=== DATA RECORDS ===

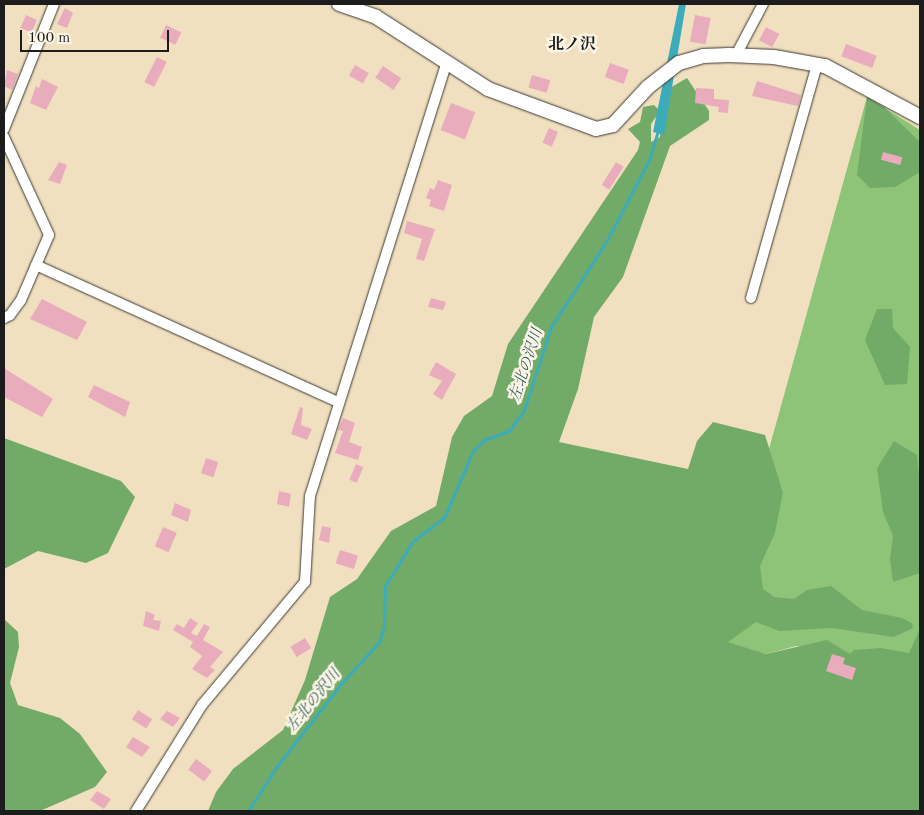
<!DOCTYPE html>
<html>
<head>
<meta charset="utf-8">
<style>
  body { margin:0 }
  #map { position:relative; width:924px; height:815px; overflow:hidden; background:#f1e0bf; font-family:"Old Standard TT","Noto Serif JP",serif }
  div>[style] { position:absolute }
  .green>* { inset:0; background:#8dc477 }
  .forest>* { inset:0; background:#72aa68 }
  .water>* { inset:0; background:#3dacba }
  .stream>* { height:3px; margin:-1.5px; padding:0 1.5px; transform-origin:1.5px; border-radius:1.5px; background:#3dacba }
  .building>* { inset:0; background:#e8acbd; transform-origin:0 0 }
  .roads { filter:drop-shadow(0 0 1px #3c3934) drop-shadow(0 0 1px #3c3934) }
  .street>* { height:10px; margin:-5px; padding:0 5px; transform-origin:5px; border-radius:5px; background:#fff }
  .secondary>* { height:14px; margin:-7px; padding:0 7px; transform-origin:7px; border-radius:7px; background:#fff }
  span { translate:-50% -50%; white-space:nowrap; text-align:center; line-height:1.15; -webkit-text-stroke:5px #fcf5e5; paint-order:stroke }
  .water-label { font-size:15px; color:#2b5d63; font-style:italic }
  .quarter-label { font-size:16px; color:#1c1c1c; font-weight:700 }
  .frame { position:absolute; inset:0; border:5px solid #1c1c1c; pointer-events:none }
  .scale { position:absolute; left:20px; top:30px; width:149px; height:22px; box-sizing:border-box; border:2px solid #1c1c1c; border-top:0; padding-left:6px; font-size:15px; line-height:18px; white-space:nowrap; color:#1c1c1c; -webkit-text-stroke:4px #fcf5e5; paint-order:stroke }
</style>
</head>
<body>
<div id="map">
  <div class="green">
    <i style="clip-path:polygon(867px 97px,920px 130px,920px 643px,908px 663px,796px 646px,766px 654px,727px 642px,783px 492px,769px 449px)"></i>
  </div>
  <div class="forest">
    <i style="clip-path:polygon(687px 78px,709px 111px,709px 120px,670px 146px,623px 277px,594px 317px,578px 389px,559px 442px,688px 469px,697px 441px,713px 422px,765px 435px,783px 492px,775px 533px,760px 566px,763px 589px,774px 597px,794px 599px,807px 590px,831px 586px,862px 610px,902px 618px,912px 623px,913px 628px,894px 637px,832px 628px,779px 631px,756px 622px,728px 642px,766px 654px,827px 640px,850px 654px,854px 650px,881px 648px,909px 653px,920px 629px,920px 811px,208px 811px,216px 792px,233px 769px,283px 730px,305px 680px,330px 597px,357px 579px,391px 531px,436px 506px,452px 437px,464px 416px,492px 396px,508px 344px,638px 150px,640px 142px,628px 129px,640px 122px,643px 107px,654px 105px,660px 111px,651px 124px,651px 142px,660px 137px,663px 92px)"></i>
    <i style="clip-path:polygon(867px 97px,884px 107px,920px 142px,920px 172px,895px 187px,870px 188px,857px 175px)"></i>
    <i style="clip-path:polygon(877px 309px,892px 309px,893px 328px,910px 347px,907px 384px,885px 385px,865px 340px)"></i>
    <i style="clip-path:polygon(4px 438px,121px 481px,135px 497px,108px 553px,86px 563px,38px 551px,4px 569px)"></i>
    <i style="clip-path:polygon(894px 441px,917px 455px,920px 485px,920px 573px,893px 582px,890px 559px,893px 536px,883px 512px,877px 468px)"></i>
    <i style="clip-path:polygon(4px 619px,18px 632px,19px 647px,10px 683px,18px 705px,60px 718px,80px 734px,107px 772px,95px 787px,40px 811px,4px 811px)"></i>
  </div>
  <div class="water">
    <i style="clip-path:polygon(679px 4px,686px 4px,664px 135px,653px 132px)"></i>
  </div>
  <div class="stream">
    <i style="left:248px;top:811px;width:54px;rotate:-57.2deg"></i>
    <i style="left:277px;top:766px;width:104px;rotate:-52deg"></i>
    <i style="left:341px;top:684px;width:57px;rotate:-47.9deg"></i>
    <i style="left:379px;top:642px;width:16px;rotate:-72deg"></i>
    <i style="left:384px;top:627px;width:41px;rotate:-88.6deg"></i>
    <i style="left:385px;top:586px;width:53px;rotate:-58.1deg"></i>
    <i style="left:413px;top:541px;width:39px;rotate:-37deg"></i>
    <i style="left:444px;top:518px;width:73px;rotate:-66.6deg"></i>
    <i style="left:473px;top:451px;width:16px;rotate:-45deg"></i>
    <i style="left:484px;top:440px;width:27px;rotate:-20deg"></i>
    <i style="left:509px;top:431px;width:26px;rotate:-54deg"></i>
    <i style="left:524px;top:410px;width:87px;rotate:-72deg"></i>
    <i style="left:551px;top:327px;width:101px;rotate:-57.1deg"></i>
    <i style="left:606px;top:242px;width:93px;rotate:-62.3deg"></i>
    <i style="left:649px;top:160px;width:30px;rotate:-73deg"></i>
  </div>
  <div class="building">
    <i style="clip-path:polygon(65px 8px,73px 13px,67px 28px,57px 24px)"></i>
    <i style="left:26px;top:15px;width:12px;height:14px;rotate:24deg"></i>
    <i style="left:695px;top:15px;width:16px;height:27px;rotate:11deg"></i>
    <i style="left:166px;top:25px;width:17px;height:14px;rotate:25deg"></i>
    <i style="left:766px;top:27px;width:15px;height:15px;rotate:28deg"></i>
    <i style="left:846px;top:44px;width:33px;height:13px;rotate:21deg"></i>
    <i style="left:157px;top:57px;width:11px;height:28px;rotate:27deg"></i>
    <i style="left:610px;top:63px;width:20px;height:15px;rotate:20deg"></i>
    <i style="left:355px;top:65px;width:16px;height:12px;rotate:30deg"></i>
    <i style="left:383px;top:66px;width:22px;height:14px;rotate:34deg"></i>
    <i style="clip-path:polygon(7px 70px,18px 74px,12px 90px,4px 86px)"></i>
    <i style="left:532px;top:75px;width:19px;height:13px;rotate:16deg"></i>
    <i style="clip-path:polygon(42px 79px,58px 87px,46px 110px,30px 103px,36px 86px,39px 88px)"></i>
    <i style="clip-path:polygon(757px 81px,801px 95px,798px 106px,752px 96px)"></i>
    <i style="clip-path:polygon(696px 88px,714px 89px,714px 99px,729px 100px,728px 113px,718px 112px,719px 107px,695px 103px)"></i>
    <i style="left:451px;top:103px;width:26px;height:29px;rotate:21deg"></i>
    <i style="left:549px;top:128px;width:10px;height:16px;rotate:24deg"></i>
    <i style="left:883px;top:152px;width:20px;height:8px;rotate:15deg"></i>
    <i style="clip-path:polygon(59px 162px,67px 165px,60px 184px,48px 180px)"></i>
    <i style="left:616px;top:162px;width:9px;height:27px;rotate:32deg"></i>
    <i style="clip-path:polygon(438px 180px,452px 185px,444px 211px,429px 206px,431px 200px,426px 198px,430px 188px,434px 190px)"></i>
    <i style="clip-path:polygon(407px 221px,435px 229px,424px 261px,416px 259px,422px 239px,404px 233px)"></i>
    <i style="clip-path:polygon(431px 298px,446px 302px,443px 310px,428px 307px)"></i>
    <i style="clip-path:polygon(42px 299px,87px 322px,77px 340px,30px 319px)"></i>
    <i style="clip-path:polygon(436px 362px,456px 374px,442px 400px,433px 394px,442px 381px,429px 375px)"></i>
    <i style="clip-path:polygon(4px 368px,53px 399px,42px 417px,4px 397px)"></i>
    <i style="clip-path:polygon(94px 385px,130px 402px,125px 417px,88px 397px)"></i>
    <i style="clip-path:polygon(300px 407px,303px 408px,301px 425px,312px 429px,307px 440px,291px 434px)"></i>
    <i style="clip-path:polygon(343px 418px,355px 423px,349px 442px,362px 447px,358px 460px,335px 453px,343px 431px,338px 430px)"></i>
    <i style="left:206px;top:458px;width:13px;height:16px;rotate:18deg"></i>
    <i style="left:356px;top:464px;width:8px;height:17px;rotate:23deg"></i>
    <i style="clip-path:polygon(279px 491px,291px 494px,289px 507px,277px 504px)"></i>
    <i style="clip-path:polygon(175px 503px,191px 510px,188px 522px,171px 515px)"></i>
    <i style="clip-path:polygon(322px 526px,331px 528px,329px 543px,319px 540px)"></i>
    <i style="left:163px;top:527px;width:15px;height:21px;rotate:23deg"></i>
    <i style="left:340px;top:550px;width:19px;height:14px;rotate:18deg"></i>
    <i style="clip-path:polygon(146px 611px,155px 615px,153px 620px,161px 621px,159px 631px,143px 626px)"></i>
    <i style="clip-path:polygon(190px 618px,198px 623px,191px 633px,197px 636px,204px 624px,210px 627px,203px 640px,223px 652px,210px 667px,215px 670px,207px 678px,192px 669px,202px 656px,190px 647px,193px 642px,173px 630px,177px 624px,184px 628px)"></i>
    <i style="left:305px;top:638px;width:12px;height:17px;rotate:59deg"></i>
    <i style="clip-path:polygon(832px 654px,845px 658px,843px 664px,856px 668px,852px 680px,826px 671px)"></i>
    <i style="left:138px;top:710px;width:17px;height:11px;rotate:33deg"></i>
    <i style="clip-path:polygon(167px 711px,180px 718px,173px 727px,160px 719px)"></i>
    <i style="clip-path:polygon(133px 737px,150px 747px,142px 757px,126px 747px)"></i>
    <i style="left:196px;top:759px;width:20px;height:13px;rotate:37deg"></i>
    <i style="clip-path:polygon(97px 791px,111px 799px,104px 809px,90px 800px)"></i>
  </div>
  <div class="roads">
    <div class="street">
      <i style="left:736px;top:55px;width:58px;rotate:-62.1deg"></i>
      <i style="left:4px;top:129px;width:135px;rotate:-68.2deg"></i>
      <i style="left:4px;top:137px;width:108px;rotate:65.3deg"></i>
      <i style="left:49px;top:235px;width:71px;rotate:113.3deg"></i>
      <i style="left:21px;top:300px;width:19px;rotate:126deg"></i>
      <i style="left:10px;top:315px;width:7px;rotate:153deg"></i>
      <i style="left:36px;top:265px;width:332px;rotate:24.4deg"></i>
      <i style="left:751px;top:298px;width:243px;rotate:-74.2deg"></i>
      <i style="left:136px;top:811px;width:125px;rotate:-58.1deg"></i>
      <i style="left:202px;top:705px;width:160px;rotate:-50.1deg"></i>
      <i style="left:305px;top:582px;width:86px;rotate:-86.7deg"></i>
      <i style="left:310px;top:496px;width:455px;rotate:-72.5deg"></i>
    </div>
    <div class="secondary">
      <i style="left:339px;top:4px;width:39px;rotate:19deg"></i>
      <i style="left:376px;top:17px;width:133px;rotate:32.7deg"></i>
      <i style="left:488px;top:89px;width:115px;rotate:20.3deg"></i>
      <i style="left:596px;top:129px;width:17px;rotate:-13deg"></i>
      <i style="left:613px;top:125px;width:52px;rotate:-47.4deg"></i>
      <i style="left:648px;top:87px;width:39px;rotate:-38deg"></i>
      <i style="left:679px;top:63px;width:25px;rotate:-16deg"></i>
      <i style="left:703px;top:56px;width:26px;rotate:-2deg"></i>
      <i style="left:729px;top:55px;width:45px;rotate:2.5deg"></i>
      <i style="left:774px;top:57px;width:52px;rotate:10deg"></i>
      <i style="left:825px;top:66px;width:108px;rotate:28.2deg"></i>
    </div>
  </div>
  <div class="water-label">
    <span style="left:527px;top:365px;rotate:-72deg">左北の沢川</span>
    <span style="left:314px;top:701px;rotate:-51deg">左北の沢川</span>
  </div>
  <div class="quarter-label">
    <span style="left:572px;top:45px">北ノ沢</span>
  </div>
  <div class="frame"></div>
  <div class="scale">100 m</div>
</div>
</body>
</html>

===

EXERCISE OBJECTIVE:
Start with the first line of the records above and end with the line containing "filter:drop-shadow(0 0 1px". Output those lines exactly, pictures excluded.

REPLY TO THE EXERCISE:
<!DOCTYPE html>
<html>
<head>
<meta charset="utf-8">
<style>
  body { margin:0 }
  #map { position:relative; width:924px; height:815px; overflow:hidden; background:#f1e0bf; font-family:"Old Standard TT","Noto Serif JP",serif }
  div>[style] { position:absolute }
  .green>* { inset:0; background:#8dc477 }
  .forest>* { inset:0; background:#72aa68 }
  .water>* { inset:0; background:#3dacba }
  .stream>* { height:3px; margin:-1.5px; padding:0 1.5px; transform-origin:1.5px; border-radius:1.5px; background:#3dacba }
  .building>* { inset:0; background:#e8acbd; transform-origin:0 0 }
  .roads { filter:drop-shadow(0 0 1px #3c3934) drop-shadow(0 0 1px #3c3934) }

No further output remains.